You know what the world needs now? An army of Ursula Ruckers. She’s the Germantown-based, soft-spoken, truth-telling spoken word poet and recording artist whose words are tight with poignancy, wisdom, fury, pain and female strength. She’s like a fearless warrior of the real, unafraid to be unguarded and point the way out of hardship into better times. She is one of the headliners at the 14th Annual First Person Arts Festival (running November 4-15), performing her 90-minute spoken word memoir, My Father’s Daughter, this Friday at Plays & Players Theatre.

One of the reasons why her spoken word poetry and songs about urban reality are so effective is her delivery. Rucker has a beautifully delicate voice that says the most extraordinary things, but in a somewhat flat, contained manner. Because she’s not yelling, but instead, quietly delivering her stories; the message comes in under the defenses like a verbal grenade that rolls in under the fence and then explodes.

“I’m not everybody’s cup of tea,” says Rucker. “One of my dearest friends who does what I do, Jessica Care Moore, out of Detroit, said to me it’s like I’m taking a knife and digging it into their gut while at the same time I’m hugging them and telling them I love them.”

Born and raised in Philadelphia, Rucker graduated from Temple University’s journalism program and launched her career in 1994 during an open mic night at Center City’s club Zanzibar Blue. Rucker was a part of the hip crowd of eclectic talent and friends that flocked to King Britt and Dozia Blakey’s Back to Basics weekly dance party at Silk City in the ‘90s. People like The Roots, Erykah Badu, Jill Scott and DJ Jazzy Jeff performed, as did Rucker, refining their craft and making connections. Rucker has produced five albums and through the years has toured with Jamaaladeen Tacuma, Sylk 130 and 4hero. Though she teaches at Muhlenberg College, she plans to go back into the studio soon for her next album.
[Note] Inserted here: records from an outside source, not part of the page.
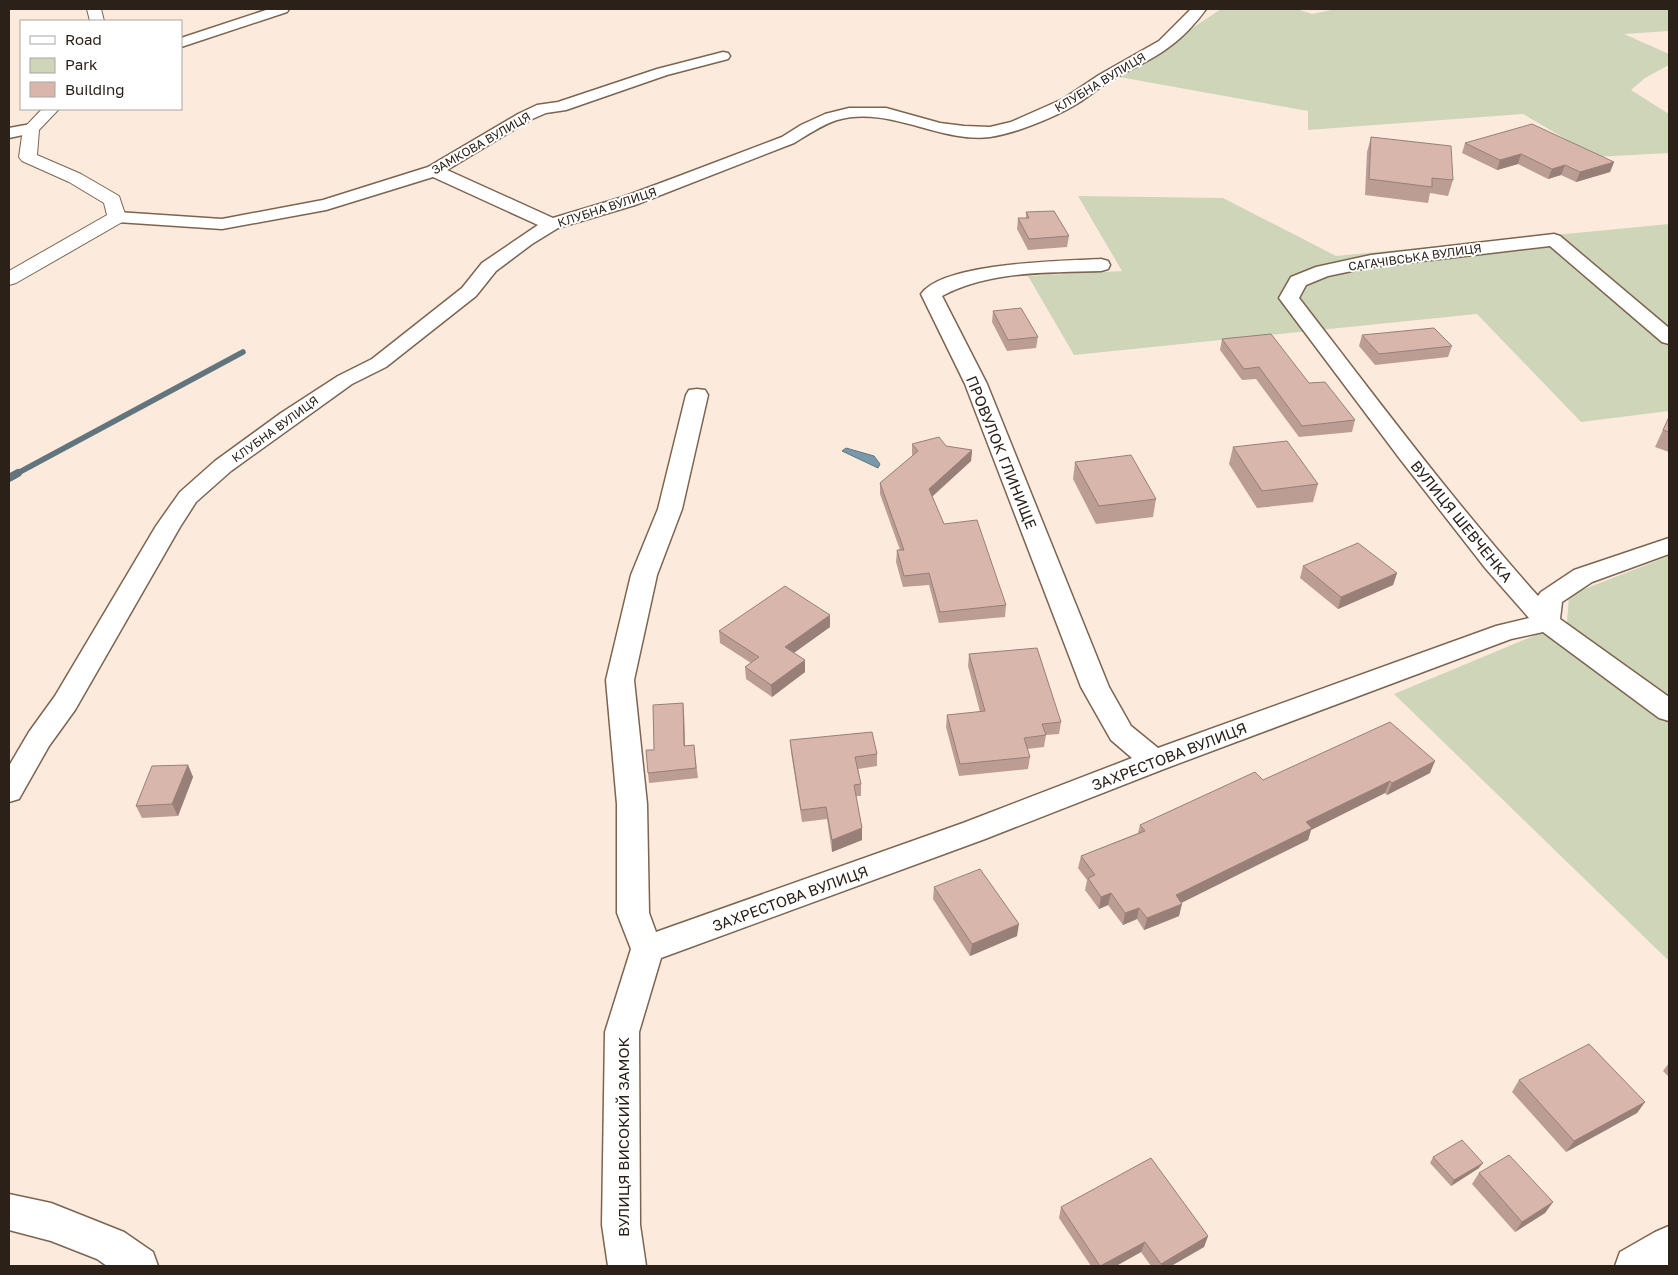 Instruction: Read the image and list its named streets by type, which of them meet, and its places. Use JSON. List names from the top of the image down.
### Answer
{
  "streets": {
    "street": [
      "КЛУБНА ВУЛИЦЯ",
      "ЗАМКОВА ВУЛИЦЯ",
      "САГАЧІВСЬКА ВУЛИЦЯ",
      "ПРОВУЛОК ГЛИНИЩЕ",
      "ВУЛИЦЯ ШЕВЧЕНКА",
      "ЗАХРЕСТОВА ВУЛИЦЯ",
      "ВУЛИЦЯ ВИСОКИЙ ЗАМОК"
    ]
  },
  "crossings": [
    ["САГАЧІВСЬКА ВУЛИЦЯ", "ВУЛИЦЯ ШЕВЧЕНКА"],
    ["ПРОВУЛОК ГЛИНИЩЕ", "ЗАХРЕСТОВА ВУЛИЦЯ"],
    ["ВУЛИЦЯ ШЕВЧЕНКА", "ЗАХРЕСТОВА ВУЛИЦЯ"],
    ["ЗАХРЕСТОВА ВУЛИЦЯ", "ВУЛИЦЯ ВИСОКИЙ ЗАМОК"]
  ],
  "legend": ["Road", "Park", "Building"]
} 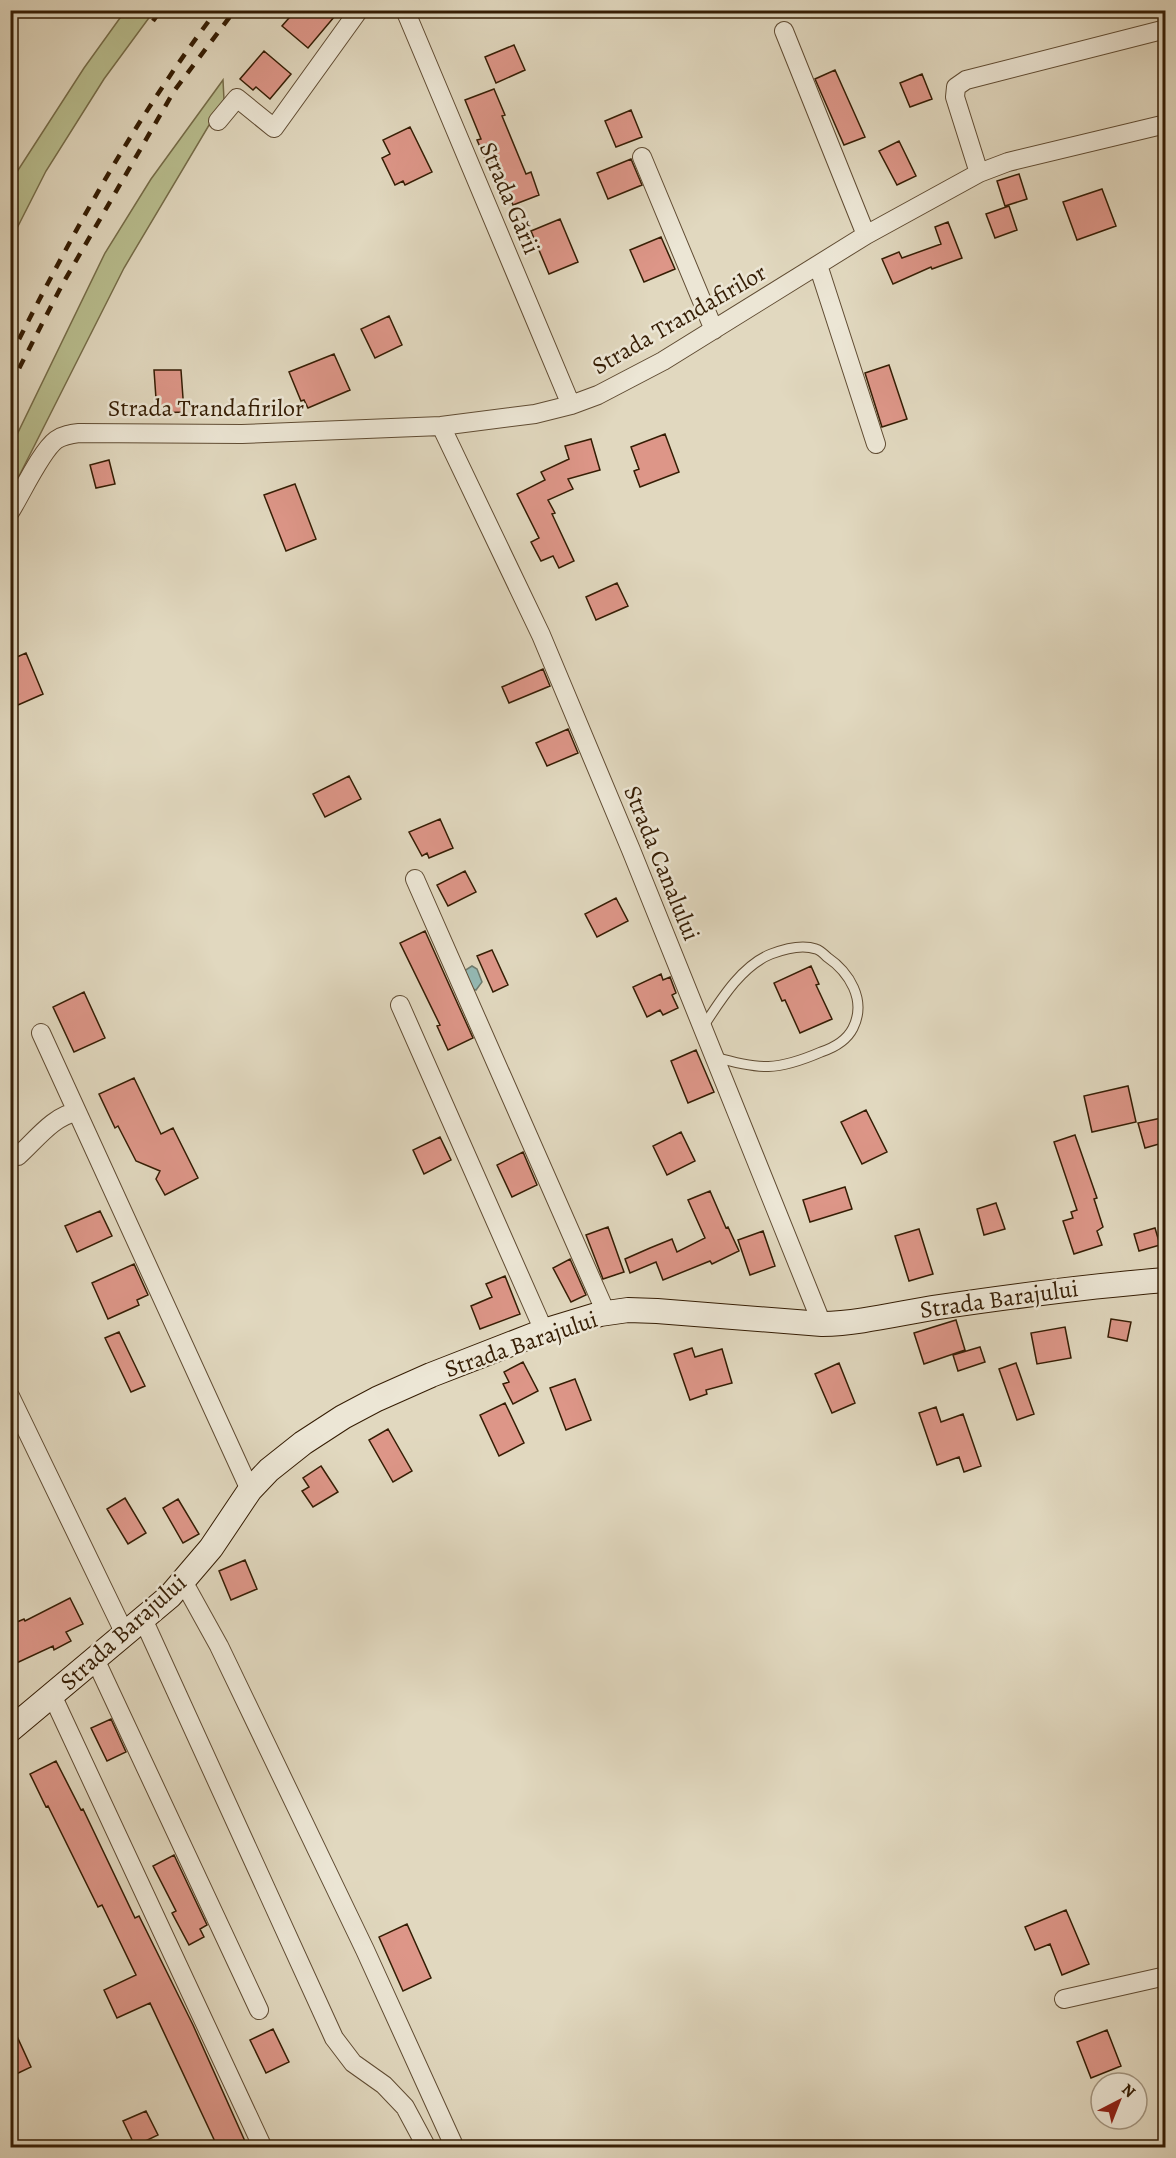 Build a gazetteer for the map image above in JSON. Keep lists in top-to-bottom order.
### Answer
{
  "streets": {
    "street": [
      "Strada Gării",
      "Strada Trandafirilor",
      "Strada Canalului",
      "Strada Barajului"
    ]
  },
  "crossings": [
    ["Strada Gării", "Strada Trandafirilor"],
    ["Strada Trandafirilor", "Strada Canalului"],
    ["Strada Canalului", "Strada Barajului"]
  ],
  "north": "top right"
}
We caught up with the activist poet at the Northern Liberties Cafe La Maude, where she was taking a break, to talk about her family’s story of domestic abuse and addiction in My Father’s Daughter.

I was watching the trailer for the 2008 documentary Ursula Rucker: Poet and in it Ahmir Thompson, aka Questlove, of The Roots, says you are his personal savior and I’ll tell you why, but then the trailer cuts away. Why did he mean?
I think he says that because I recorded the poem “The Unlocking” for their first album Do You Want More?!!!??!. It was a last-minute thing. Poet Ntozake Shange was out of town and they were under a deadline to finish the album and Ahmir called me. We’d become friends at Silk City when King Britt and Dozia Blakey were doing their Back to Basics party. We were friends and I had just started doing some performances and had made a recording with King Britt [1994 club classic, “Supernatural”]. Ahmir decided to trust me.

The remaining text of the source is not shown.